Conversations about curriculum can be very convoluted, since there are many definitions of what a curriculum is, and there are also many different faces or types of curriculum/curricula. In having these conversations, it is necessary to try to be clear about what kind of curriculum you are discussing. While there are different words used by various theorists, in this book we talk generally about the formal, the informal, and the hidden curriculum. The formal curriculum is generally agreed to comprise the official documents and policies that are provincially or regionally developed, usually by departments of education, and then given to teachers for classroom use. The informal curriculum generally is understood to comprise the things that teachers do, and teach, that are not necessarily written down; this informal curriculum might include such things as teaching children to raise their hands to ask to leave their seats, or how to move through hallways when changing classes, or extra-curricular activities (and who gets to participate in them, whether they are sports or drama or music programs) and a range of behaviours that are generally accepted to be a part of “how one does school” and are also generally accepted to be a part of a teacher’s job, although not explicitly written down as such. Then there is the hidden curriculum. As John Portelli articulated in 1993, there was then and remains today some disagreement about how to define the hidden curriculum, or indeed, whether or not such a thing even exists. Most critical theorists, particularly those who believe that schools either are or could be – or should be – spaces that encourage, develop, and support social justice, social equity, social diversity, do believe in the existence of a hidden curriculum within schooling processes. We find Portelli’s (1993) identified meanings (within curriculum discourse) to be most useful:

  • The hidden curriculum as the unofficial expectations, or implicit but expected messages;
  • The hidden curriculum as unintended learning outcomes or messages;
  • The hidden curriculum as implicit messages arising from the structure of schooling;
  • The hidden curriculum as created by the students (p.345).
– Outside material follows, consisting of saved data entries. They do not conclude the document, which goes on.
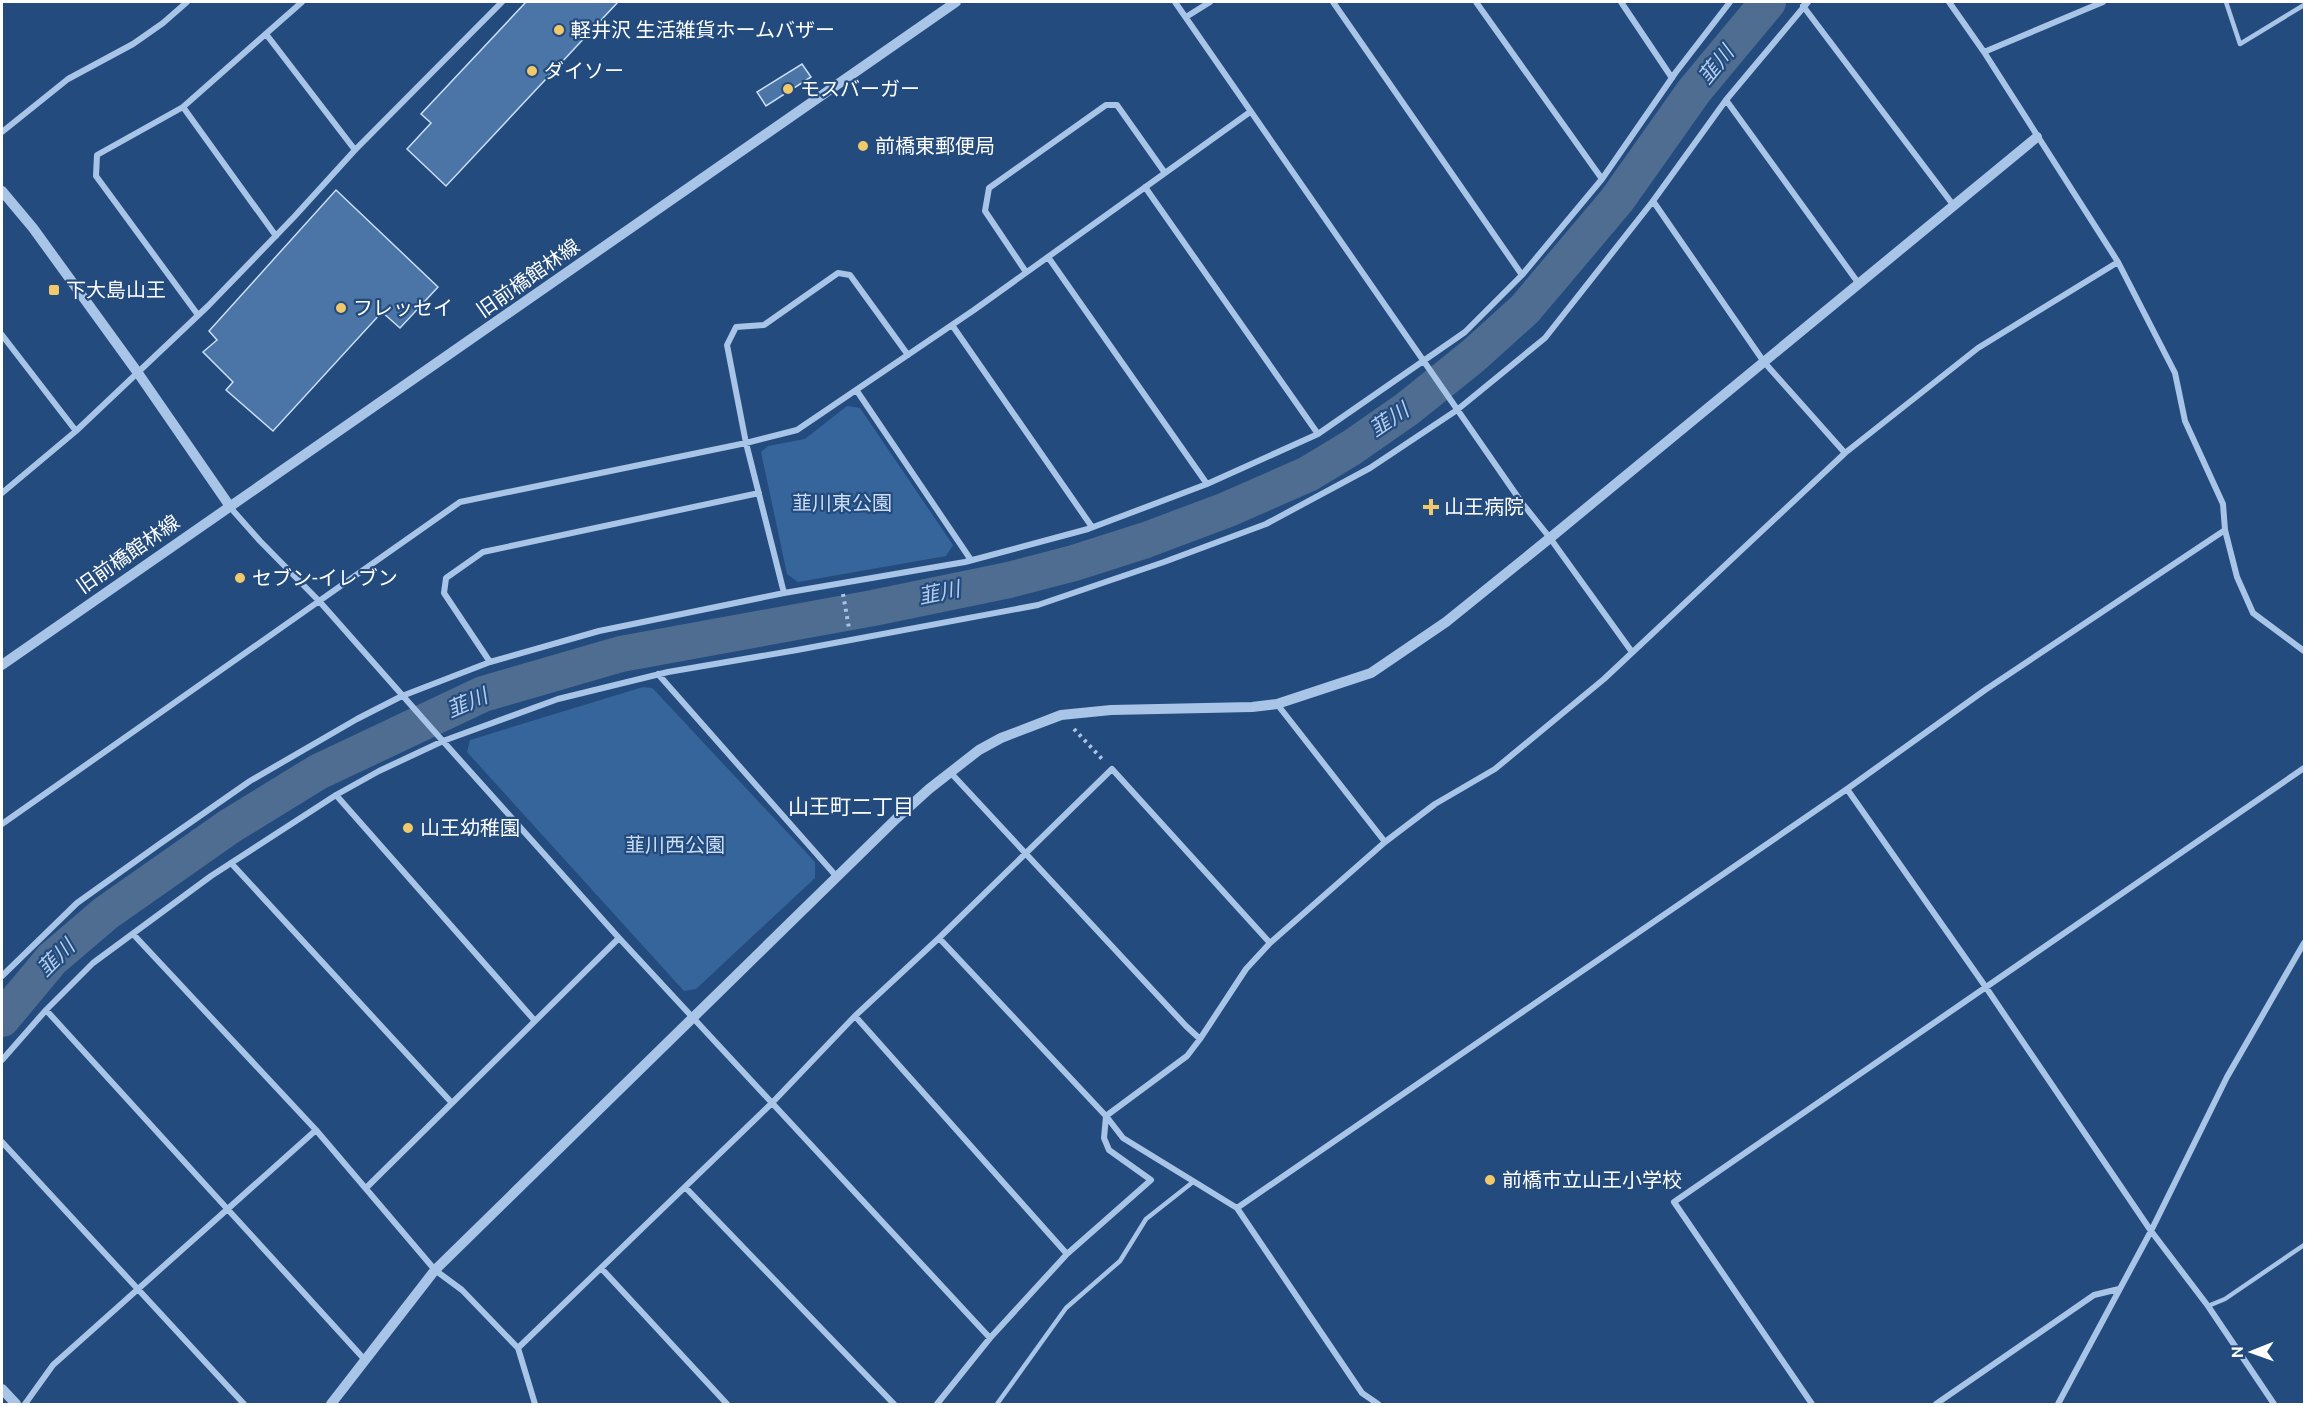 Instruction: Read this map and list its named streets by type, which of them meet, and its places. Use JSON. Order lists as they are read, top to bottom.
{
  "streets": {
    "street": ["旧前橋館林線"]
  },
  "districts": ["山王町二丁目"],
  "water": ["韮川"],
  "parks": ["韮川東公園", "韮川西公園"],
  "places": {
    "other": [
      "軽井沢 生活雑貨ホームバザー",
      "ダイソー",
      "モスバーガー",
      "前橋東郵便局",
      "フレッセイ",
      "セブン-イレブン",
      "山王幼稚園",
      "前橋市立山王小学校"
    ],
    "transit": ["下大島山王"],
    "health": ["山王病院"]
  },
  "north": "left"
}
We agree with Portelli that “…educators have the responsibility to make the hidden curriculum as explicit as possible” (1993, p. 343). We tie this to the work of Lisa Delpit (1988) and particularly to her discussion of the “culture of power” that operates in and through schooling processes. It is worthwhile to share these five aspects of the culture of power here, as they are an integral component of a critical pedagogy:

  • Issues of power are enacted in classrooms.
  • There are codes or rules for participating in power; that is, there is a “culture of power”.
  • The rules of the culture of power are a reflection of the rules of the culture of those who have power.
  • If you are not already a participant in the culture of power, being told explicitly the rules of that culture makes acquiring power easier.
  • Those with power are frequently least aware of – or least willing to acknowledge – its existence. Those with less power are often most aware of its existence (Delpit, 1988, p. 282).

Delpit contends that the first three of these rules are now generally accepted as truisms within academic work around the sociology of education, but that the last two are generally either less accepted, or are seldom discussed. While she made that claim in 1988, this appears to be still the case for many more than thirty years later. Our own experience working with these codes of power with pre-service teachers has been that many of them accept the first two – sometimes three – as being “fact”, but are either less aware of, or less willing to accept the veracity of, the fourth and fifth codes. Thus, we focus much of our discussion around the need for clearly and explicitly bringing students to a conscious awareness of all of the rules or codes of power, in order to develop truly transformative classroom spaces. It must be said here that in no way does making the rules explicit mean that we suggest an assimilation process, as particularly code number four might suggest (“being told explicitly the rules of that culture makes acquiring power easier”). Nor is it Delpit’s intent to suggest this; rather, she – and we – believe that it is only through clearly understanding how these codes of power operate that individuals can make choices to be, as Paulo Freire (1998) suggests, liberated and freely choosing humans. Like Portelli (and of course many others), Delpit maintains that educators have an explicit responsibility to both recognize the existence and operations of these codes of power, and to make them explicitly known to students, to offer them greater chances of success in school.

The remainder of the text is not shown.